Recently, Tebaldi has allowed herself a few of the luxuries expected of a full-fledged diva. She has remodeled a ten-room apartment in Milan and crammed it with antiques she picked up all over the world. She travels now with a maid, a secretary and 30 pieces of luggage, into which she crams 70 pairs of shoes, 50 dresses and five mink coats. She indulges herself in jewelry—necklaces, fat rings, pearl and diamond earrings—and she plans to buy a big American car.

Neither success nor the passage of time has reconciled Tebaldi to her father, whom she resents almost as fiercely as she adored her mother, for having deserted his family. He has written Renata hundreds of letters but has never received a reply. Several years ago, when Renata was scheduled to sing in Reggio Emilia, where her father now lives, he wrote her how much he looked forward to seeing her again. Renata cabled the manager of the local theater that she would walk out if her father were in the house.
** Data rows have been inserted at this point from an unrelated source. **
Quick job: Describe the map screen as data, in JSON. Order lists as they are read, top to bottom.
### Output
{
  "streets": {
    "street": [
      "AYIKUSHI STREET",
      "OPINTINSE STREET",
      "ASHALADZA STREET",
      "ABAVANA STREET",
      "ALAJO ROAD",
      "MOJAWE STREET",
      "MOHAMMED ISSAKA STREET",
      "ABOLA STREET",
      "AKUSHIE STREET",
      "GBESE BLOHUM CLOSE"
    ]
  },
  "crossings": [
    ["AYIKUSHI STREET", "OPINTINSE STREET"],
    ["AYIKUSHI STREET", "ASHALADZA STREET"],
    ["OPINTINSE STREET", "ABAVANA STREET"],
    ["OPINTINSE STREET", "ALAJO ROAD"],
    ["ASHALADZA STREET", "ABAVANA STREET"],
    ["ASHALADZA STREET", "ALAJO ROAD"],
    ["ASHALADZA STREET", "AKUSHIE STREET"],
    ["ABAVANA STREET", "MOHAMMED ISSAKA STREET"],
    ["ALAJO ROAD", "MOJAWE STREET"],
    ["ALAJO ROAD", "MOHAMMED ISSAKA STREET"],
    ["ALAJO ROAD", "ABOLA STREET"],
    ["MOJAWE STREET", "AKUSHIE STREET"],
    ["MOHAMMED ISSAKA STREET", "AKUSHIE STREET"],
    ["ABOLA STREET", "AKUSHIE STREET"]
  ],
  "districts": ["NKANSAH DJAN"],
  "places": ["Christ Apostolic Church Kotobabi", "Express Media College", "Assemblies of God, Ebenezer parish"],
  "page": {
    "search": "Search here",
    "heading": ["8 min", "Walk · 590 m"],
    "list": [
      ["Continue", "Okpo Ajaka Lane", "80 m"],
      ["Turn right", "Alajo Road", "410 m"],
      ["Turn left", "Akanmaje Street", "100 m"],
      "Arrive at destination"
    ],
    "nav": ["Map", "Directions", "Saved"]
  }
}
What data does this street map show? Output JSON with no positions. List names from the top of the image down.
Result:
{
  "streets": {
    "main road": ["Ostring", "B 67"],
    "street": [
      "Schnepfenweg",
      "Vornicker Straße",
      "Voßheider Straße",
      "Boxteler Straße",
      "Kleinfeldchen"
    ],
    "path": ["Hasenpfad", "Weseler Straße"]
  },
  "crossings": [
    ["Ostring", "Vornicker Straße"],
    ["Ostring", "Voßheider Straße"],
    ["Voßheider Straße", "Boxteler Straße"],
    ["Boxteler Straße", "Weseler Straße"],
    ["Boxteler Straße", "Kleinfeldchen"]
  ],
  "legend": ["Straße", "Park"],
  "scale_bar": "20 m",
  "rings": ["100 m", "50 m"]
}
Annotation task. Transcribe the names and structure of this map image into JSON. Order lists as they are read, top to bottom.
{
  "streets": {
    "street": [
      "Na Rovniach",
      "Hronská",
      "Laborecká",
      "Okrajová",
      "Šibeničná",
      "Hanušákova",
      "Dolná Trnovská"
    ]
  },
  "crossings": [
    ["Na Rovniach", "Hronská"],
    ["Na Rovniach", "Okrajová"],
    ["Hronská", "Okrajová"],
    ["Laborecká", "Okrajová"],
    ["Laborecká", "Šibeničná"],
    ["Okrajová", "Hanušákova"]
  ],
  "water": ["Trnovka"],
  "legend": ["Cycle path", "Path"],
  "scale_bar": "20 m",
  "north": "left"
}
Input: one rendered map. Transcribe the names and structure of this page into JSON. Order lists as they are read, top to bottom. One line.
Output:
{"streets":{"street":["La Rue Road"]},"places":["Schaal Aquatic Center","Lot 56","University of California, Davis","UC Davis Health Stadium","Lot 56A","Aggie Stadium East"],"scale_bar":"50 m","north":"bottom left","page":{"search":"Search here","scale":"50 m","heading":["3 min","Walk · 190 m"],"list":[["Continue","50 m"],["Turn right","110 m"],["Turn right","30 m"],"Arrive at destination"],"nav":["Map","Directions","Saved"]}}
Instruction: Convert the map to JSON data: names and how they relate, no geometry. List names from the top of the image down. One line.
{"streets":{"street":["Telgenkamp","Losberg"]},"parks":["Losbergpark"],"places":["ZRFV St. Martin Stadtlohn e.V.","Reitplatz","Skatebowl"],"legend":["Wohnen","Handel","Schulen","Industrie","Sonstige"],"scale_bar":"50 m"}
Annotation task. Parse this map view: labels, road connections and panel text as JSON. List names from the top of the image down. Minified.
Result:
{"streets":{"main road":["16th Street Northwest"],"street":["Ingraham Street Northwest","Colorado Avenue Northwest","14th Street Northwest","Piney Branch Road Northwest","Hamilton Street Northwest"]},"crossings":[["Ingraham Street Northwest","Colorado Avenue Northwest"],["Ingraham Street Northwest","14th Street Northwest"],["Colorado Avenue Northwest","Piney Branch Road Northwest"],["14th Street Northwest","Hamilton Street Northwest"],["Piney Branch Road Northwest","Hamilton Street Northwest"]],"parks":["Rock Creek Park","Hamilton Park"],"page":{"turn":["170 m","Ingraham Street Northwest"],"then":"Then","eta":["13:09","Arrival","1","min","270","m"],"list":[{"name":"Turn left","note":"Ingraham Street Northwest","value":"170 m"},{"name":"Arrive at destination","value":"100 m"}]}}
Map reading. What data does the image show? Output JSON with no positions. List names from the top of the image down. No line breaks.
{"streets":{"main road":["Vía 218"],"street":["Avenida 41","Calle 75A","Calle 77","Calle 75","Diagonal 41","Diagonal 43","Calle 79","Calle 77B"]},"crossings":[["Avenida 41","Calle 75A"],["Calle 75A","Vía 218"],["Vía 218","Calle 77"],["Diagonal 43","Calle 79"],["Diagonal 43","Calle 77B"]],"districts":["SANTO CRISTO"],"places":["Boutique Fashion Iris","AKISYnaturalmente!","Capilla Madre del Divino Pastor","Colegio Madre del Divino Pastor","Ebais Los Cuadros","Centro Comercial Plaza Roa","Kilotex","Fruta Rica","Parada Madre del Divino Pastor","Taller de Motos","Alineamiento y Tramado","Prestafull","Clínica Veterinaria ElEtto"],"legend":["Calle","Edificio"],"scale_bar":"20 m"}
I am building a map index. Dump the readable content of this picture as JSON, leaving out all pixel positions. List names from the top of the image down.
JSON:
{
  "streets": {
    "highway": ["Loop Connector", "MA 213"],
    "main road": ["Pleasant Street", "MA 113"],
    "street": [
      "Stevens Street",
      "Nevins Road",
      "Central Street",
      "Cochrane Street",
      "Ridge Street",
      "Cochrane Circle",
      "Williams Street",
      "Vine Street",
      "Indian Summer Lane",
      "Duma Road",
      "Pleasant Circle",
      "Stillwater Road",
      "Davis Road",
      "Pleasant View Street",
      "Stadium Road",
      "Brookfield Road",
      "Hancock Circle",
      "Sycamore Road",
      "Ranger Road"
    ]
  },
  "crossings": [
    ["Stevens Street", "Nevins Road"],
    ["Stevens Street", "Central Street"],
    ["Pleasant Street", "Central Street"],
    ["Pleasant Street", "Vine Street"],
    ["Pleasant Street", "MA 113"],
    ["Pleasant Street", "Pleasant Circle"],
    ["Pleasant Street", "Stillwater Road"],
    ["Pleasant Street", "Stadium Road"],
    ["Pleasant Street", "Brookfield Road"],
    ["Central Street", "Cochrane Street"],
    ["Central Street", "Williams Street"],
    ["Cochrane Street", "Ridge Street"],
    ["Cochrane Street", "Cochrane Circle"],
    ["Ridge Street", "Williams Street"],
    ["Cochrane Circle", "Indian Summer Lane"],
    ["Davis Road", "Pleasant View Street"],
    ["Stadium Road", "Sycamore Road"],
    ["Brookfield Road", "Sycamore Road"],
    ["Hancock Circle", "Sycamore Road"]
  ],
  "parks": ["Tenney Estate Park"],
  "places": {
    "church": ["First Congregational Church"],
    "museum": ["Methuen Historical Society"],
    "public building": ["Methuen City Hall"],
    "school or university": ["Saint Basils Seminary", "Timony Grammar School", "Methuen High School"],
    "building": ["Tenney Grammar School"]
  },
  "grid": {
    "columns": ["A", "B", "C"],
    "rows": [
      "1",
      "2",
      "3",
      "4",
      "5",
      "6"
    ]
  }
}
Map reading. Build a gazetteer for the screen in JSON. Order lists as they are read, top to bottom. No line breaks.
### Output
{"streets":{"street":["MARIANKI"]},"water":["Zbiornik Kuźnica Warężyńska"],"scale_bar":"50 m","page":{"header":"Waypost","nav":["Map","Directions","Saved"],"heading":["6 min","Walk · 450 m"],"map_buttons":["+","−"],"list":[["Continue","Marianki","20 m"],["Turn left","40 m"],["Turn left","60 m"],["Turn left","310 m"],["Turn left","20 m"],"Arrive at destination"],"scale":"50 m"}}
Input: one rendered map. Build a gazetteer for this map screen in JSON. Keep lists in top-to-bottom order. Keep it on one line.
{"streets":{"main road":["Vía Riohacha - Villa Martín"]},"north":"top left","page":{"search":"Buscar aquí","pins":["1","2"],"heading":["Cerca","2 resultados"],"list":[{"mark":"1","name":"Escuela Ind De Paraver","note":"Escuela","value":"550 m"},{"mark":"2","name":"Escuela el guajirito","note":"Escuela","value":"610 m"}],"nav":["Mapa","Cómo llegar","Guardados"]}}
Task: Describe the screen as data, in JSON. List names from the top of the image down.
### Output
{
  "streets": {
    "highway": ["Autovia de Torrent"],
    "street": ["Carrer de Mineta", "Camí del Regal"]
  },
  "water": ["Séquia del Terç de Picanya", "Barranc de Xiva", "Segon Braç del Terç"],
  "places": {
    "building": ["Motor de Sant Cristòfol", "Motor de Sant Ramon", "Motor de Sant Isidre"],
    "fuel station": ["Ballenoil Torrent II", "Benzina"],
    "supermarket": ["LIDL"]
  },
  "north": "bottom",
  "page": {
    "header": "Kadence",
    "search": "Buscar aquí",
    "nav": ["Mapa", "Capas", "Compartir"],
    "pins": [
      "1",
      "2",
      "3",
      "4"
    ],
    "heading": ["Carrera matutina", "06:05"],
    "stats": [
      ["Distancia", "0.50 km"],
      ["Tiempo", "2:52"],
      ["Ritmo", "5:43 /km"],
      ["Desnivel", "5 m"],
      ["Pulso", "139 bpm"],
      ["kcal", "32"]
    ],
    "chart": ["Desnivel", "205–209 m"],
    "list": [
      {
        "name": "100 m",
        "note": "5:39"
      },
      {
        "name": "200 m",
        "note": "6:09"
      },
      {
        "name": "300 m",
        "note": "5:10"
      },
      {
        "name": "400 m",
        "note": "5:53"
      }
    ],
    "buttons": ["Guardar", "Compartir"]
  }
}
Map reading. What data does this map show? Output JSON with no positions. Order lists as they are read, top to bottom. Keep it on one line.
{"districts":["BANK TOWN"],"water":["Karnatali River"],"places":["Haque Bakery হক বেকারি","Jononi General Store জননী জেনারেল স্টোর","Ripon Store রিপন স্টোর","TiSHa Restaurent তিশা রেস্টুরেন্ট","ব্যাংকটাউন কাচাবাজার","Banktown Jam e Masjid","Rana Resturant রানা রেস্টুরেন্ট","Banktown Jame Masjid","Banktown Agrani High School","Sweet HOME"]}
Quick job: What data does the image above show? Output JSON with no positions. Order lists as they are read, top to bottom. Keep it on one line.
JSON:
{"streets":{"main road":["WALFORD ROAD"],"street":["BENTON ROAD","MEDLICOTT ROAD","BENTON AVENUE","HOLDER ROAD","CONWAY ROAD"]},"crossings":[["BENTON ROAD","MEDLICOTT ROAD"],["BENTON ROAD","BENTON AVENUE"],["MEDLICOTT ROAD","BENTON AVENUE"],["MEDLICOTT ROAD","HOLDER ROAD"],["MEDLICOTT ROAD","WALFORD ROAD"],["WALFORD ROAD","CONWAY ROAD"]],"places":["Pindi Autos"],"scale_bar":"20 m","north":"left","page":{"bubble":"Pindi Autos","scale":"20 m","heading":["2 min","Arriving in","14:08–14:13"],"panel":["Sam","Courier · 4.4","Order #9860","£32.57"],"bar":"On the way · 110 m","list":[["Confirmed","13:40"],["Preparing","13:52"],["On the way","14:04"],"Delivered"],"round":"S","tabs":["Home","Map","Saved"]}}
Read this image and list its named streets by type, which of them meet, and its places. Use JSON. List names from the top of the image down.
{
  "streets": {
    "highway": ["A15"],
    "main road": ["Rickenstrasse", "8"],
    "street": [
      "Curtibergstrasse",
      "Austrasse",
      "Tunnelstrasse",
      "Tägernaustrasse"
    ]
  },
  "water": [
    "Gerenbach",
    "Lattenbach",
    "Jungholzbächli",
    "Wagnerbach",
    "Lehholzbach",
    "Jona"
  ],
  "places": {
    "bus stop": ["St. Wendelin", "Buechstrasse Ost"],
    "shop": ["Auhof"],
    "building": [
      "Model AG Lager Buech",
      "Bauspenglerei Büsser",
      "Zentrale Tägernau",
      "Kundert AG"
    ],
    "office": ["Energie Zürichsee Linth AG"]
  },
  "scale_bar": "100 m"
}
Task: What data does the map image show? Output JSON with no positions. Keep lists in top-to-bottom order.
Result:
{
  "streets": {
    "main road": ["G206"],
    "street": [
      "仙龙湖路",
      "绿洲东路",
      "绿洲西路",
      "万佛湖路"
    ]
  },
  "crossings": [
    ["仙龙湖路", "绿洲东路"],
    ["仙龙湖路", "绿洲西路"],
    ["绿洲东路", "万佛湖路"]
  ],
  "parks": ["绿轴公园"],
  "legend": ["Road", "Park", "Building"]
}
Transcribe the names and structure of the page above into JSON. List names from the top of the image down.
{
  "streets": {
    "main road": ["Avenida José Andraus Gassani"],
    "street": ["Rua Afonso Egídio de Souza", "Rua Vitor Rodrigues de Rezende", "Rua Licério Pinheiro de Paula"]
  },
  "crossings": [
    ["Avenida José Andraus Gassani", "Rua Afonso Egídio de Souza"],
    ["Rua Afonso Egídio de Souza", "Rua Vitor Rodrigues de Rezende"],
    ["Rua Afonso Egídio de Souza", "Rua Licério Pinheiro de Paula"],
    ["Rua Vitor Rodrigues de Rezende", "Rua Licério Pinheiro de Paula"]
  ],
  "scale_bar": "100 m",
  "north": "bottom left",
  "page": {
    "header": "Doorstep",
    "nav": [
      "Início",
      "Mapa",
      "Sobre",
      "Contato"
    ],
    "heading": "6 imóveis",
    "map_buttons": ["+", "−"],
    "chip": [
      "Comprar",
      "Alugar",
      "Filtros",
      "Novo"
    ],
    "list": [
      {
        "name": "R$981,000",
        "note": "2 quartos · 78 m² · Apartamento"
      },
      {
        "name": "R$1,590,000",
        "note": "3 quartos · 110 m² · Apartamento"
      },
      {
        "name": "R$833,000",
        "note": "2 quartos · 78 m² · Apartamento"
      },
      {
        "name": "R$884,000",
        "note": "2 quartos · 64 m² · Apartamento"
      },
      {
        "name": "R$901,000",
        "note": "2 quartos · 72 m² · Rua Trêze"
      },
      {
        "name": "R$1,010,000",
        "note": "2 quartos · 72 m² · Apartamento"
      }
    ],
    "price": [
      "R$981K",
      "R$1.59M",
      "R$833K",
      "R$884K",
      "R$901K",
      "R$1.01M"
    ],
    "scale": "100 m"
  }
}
"It Must Be So." With summer festivals extending opera into a year-round enterprise, and with operatic recordings gushing forth in unprecedented profusion, the life of a globetrotting soprano has taken on a frenetic quality that would have astounded the great voices of a more leisurely age. Tebaldi will sing 22 performances at the Met this season (Tosca, Cio-Cio-San, Mimi, Desdemona and Manon Lescaut), will then take a swing about the country on a recital tour, move on to Havana, Rome, Naples, then make her Paris Opera debut, go on to the Vienna Opera. July will be given over mostly to new recordings in Rome. Tebaldi's pace would probably be even more furious if it were not for the fact that she finds it "a sufferance to get into a plane," and consequently travels almost exclusively by train and boat.

Not even her staunchest supporters would claim that Tebaldi is a great or even a highly gifted actress. A tall (5 ft. 10 in.), ample woman with a handsome, highbrowed face, she generally moves through her roles with a kind of stolid and unvarying grace that sometimes reduces opera's garish-hued passions to a decorator's cool blues and whites.